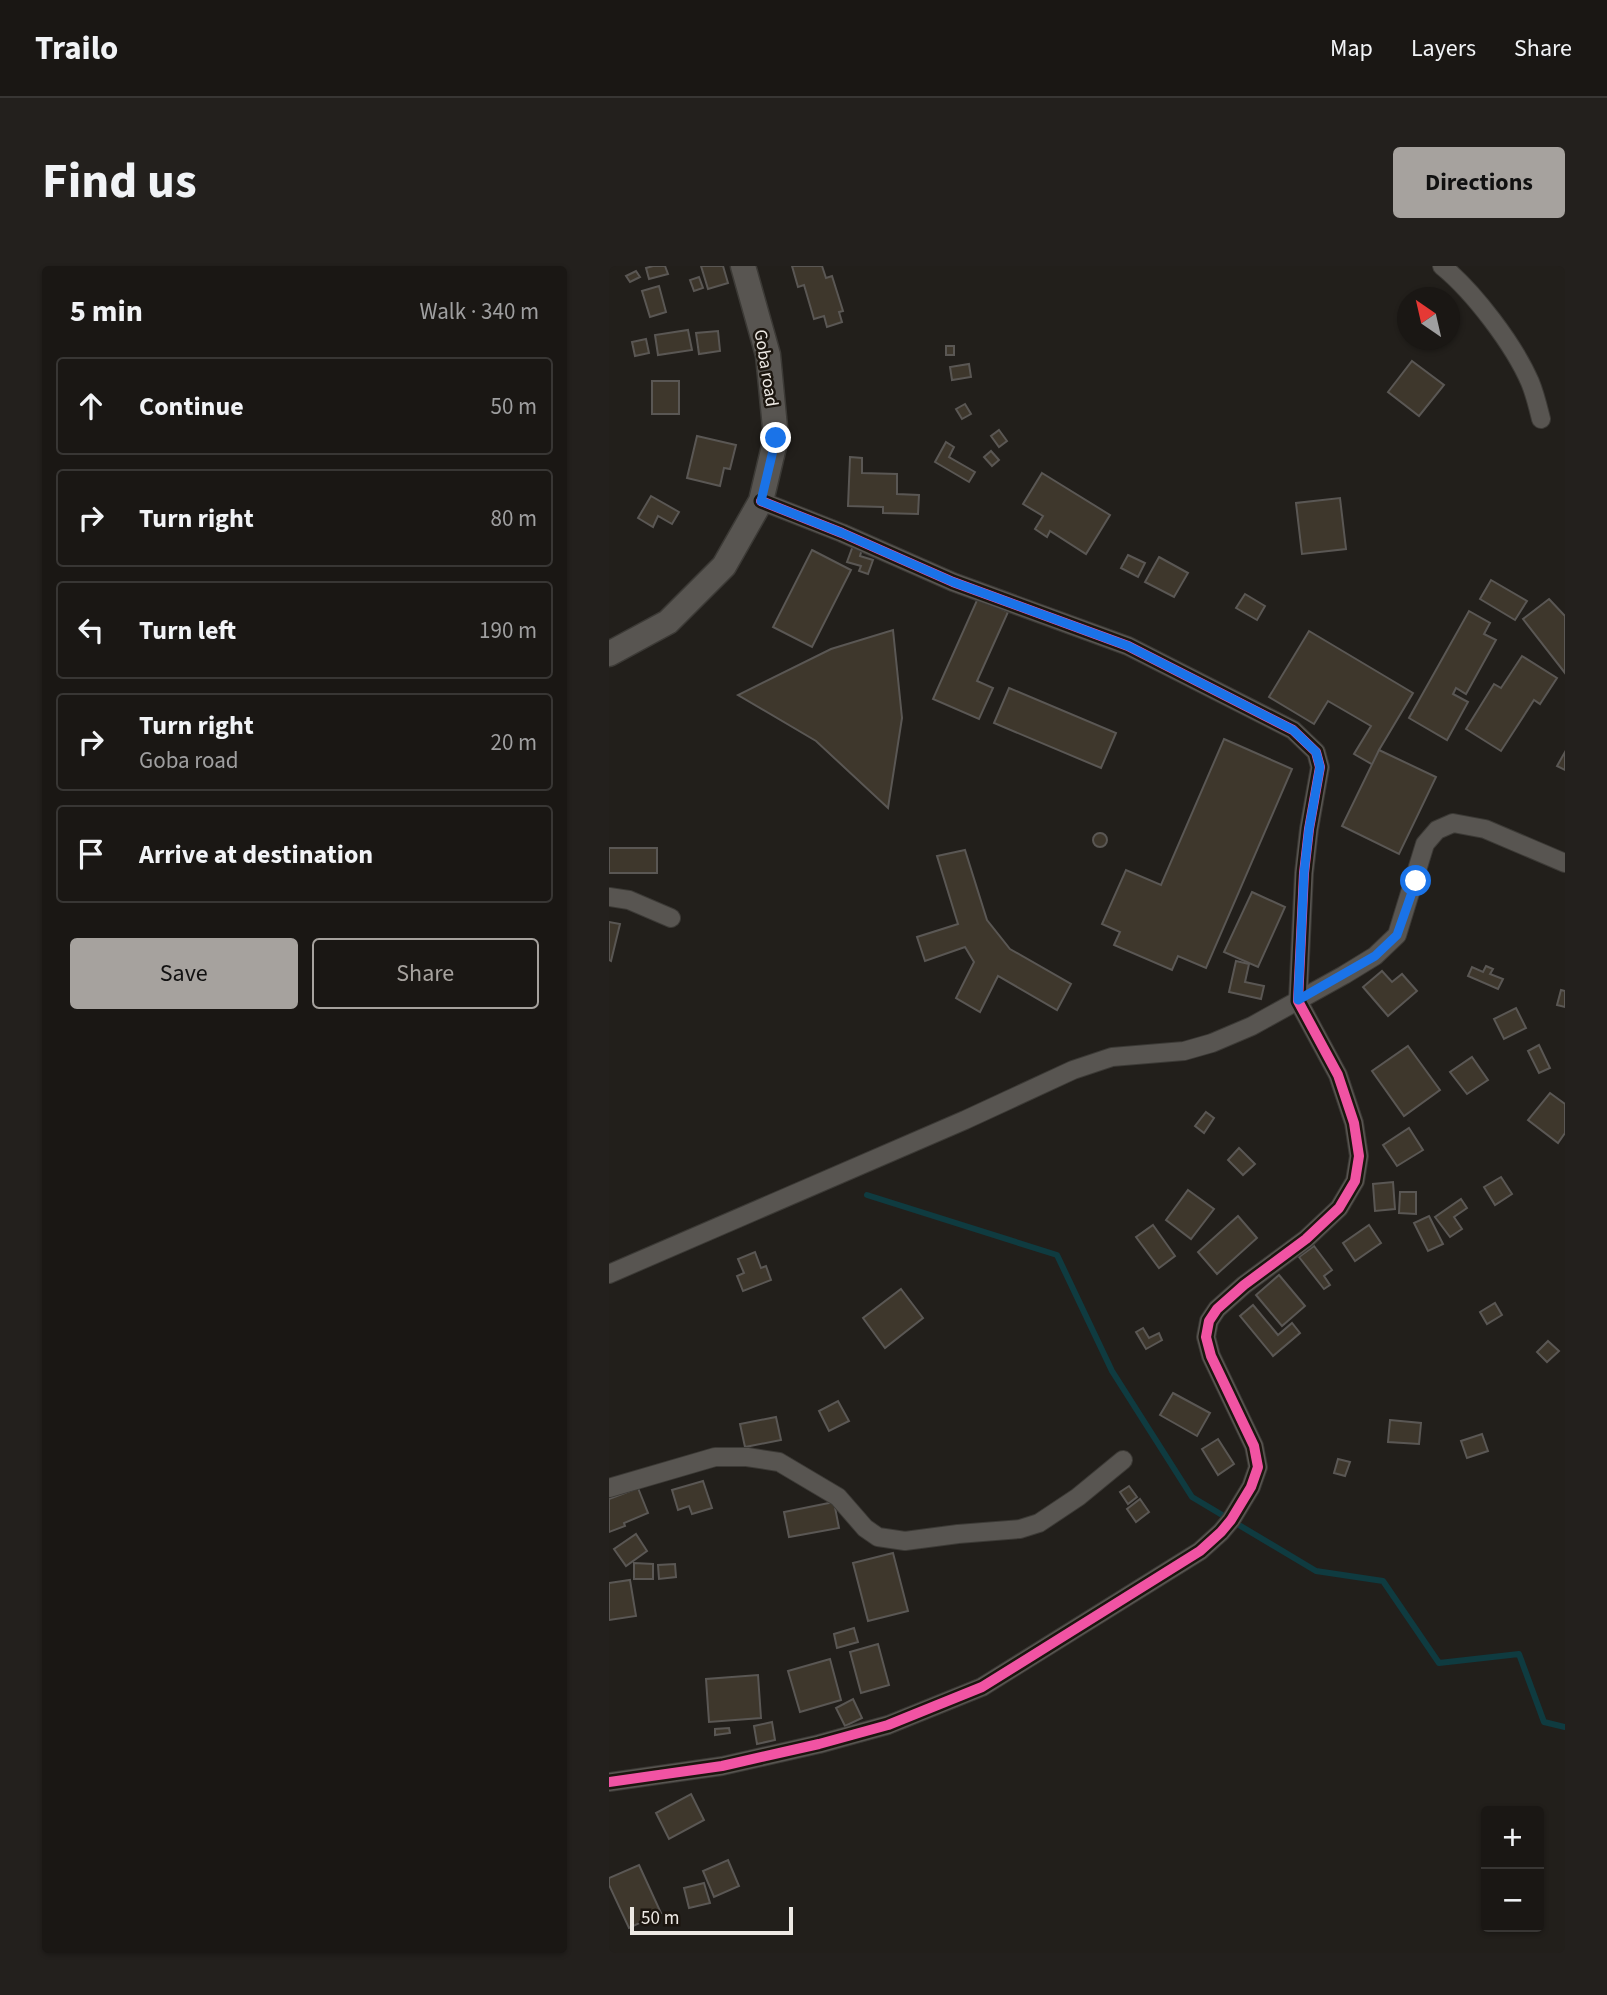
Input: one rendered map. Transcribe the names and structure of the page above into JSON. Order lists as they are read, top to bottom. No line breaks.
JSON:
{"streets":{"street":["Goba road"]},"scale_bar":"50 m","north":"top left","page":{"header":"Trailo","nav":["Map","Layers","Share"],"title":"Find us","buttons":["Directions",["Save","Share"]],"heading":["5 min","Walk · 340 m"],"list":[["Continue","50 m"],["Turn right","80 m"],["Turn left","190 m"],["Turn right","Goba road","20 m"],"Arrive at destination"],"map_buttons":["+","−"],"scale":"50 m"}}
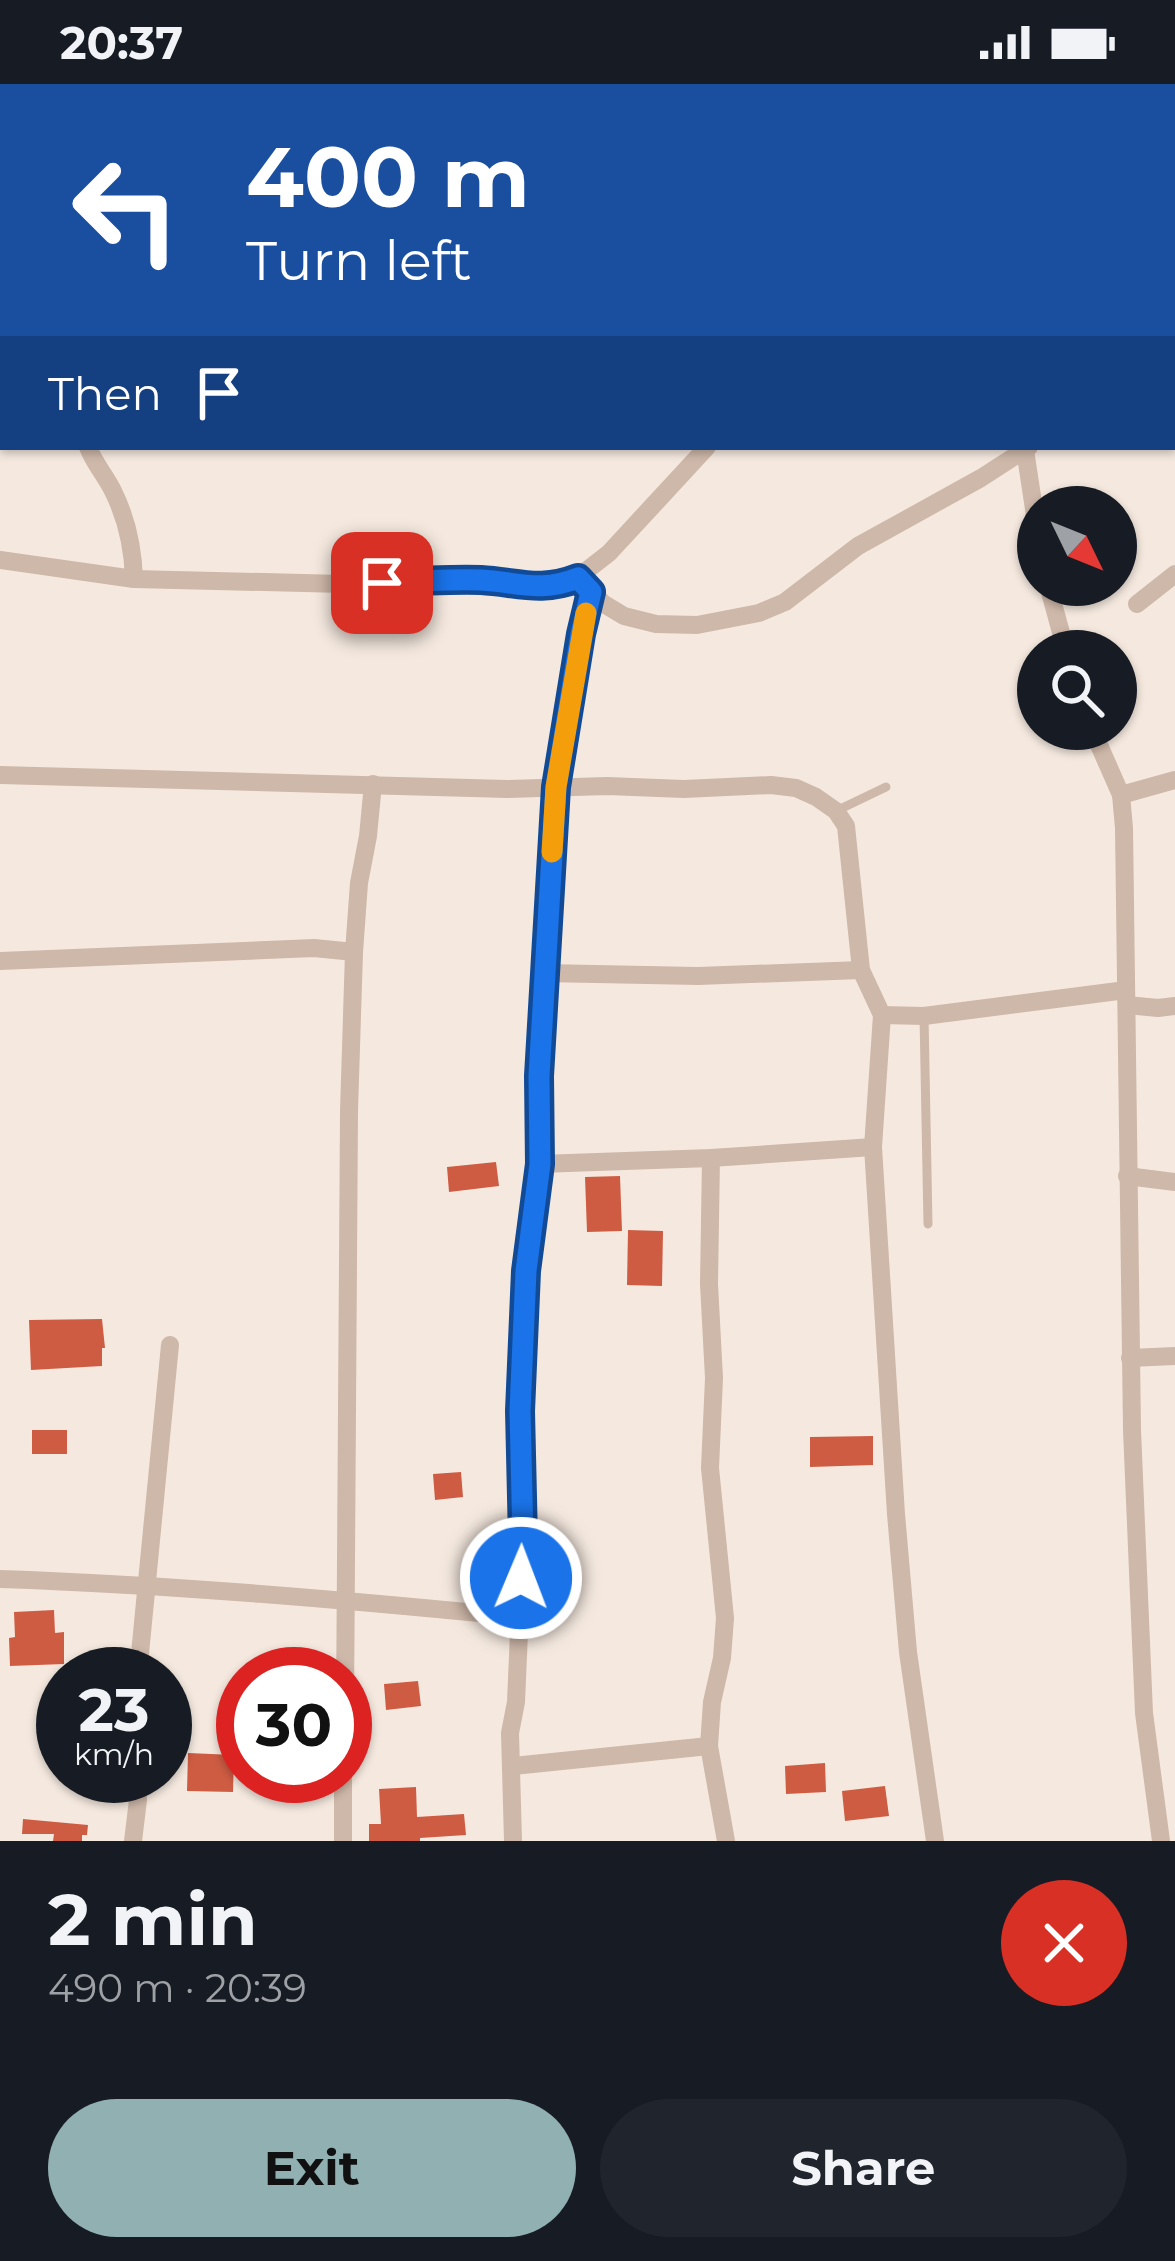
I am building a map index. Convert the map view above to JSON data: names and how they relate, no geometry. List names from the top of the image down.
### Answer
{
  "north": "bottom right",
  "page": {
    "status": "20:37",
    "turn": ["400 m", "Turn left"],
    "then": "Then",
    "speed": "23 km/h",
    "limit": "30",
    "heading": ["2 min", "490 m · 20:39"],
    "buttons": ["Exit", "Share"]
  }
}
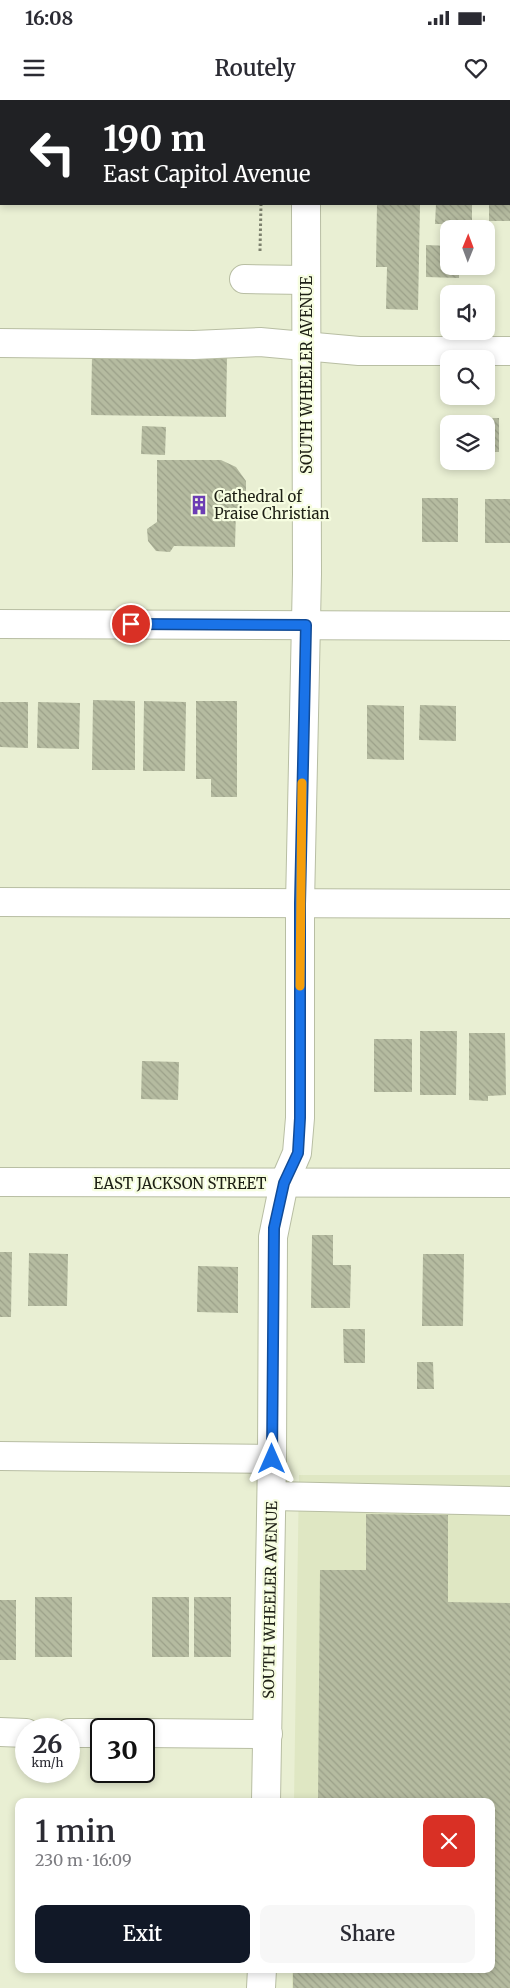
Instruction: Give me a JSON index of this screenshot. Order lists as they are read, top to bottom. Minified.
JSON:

Task description: Show every line of the data in which the word "read" appears.

Response:
Input: one rendered map. Transcribe the names and structure of the page above into JSON. Order lists as they are read, top to bottom. No line breaks.
Instruction: Give me a JSON index of this screenshot. Order lists as they are read, top to bottom. Minified.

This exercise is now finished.